[DIRECTIONS]
Look through the material below and show every line with the word "Fútbol".

___

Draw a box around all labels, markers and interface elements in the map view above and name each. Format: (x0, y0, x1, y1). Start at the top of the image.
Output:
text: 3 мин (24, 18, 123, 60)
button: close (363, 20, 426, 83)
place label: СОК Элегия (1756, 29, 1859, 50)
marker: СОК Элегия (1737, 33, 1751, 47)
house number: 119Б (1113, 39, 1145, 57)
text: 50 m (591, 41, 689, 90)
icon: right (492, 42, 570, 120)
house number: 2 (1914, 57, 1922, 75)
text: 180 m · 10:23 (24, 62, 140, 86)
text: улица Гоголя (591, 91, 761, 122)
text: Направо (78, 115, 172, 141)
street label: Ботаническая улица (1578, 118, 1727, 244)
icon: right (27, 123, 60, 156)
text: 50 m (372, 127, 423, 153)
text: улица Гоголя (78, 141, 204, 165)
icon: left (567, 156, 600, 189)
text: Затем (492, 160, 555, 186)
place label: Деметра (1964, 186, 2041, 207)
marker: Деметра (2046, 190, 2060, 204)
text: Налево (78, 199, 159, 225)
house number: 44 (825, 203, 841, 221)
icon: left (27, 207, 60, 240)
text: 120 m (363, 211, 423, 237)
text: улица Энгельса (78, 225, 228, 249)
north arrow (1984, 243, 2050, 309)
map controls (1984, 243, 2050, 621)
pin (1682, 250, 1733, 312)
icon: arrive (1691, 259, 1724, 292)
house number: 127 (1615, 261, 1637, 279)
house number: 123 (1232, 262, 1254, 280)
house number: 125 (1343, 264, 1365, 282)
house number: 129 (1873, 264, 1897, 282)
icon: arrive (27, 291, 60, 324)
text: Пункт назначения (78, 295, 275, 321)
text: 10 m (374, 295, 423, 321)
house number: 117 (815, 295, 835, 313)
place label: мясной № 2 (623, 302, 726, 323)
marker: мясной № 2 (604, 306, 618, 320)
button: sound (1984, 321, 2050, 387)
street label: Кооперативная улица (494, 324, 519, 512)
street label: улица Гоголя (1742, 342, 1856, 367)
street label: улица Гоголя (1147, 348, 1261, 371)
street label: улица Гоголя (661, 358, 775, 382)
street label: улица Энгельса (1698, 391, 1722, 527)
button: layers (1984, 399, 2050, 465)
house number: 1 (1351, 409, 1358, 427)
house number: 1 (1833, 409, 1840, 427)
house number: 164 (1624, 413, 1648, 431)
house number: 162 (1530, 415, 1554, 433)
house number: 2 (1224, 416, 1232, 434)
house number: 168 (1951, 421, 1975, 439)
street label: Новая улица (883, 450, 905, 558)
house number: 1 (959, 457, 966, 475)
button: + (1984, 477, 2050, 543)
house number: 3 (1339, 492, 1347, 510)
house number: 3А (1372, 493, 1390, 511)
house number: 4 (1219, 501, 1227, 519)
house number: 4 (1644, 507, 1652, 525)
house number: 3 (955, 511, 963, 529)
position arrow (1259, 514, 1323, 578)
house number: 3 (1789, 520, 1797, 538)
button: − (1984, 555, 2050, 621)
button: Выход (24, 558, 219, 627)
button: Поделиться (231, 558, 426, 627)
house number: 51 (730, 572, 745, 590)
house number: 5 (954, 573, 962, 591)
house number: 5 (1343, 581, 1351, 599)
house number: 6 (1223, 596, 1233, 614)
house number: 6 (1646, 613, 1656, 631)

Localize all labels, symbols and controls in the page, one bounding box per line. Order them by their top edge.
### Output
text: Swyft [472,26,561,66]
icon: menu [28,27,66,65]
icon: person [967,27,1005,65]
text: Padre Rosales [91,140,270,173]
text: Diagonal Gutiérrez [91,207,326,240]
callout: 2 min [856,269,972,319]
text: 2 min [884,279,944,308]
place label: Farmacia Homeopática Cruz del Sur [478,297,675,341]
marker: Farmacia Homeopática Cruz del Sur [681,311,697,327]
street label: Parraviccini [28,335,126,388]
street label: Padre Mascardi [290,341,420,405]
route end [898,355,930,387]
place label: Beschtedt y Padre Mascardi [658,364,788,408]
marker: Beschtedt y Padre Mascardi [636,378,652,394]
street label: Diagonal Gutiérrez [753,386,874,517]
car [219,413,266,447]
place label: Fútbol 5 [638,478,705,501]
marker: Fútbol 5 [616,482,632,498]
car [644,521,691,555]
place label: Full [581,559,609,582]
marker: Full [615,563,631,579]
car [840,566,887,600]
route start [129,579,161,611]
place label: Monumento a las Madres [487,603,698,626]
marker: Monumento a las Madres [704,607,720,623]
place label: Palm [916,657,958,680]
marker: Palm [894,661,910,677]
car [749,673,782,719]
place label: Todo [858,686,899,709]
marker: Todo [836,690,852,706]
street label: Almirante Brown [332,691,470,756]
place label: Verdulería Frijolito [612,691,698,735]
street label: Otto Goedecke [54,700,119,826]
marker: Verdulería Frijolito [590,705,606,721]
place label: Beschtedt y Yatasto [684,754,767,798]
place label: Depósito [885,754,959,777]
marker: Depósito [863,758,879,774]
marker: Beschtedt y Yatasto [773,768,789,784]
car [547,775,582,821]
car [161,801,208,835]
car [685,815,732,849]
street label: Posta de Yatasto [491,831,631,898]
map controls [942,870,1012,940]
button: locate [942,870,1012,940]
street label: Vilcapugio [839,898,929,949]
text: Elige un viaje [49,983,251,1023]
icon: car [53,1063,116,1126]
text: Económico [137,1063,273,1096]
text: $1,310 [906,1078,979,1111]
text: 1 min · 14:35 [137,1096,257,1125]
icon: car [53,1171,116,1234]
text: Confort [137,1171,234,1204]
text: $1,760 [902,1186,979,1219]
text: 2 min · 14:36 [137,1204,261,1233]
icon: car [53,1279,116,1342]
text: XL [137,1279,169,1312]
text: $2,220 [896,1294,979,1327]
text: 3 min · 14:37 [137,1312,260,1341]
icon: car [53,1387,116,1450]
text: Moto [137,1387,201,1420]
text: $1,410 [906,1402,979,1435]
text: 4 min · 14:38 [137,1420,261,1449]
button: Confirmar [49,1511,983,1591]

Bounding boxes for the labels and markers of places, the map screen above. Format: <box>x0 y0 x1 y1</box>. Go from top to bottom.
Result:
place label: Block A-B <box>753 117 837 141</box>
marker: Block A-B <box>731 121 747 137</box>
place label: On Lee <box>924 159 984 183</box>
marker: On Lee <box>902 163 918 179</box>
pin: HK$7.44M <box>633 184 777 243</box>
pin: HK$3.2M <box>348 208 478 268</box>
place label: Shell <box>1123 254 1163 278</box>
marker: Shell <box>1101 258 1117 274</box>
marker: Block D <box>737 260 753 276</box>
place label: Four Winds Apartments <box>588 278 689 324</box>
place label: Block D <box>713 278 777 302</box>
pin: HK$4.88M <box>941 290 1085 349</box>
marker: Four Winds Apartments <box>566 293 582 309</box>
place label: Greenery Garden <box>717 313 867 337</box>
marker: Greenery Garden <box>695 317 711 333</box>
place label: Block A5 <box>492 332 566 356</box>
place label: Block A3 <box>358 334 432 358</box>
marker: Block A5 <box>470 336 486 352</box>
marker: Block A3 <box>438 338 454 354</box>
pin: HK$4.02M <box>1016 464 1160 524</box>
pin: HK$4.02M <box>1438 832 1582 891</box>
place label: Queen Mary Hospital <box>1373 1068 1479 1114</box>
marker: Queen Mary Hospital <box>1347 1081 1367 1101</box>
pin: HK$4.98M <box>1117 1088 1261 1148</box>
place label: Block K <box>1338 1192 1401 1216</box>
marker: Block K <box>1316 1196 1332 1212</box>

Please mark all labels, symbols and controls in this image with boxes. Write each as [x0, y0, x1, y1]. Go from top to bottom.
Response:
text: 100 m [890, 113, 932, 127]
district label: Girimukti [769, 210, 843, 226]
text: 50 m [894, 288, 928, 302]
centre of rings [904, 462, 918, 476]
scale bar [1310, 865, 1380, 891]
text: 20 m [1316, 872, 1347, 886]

___

[WRITTEN ANSWER]
place label: Fútbol 5 [638,478,705,501]
marker: Fútbol 5 [616,482,632,498]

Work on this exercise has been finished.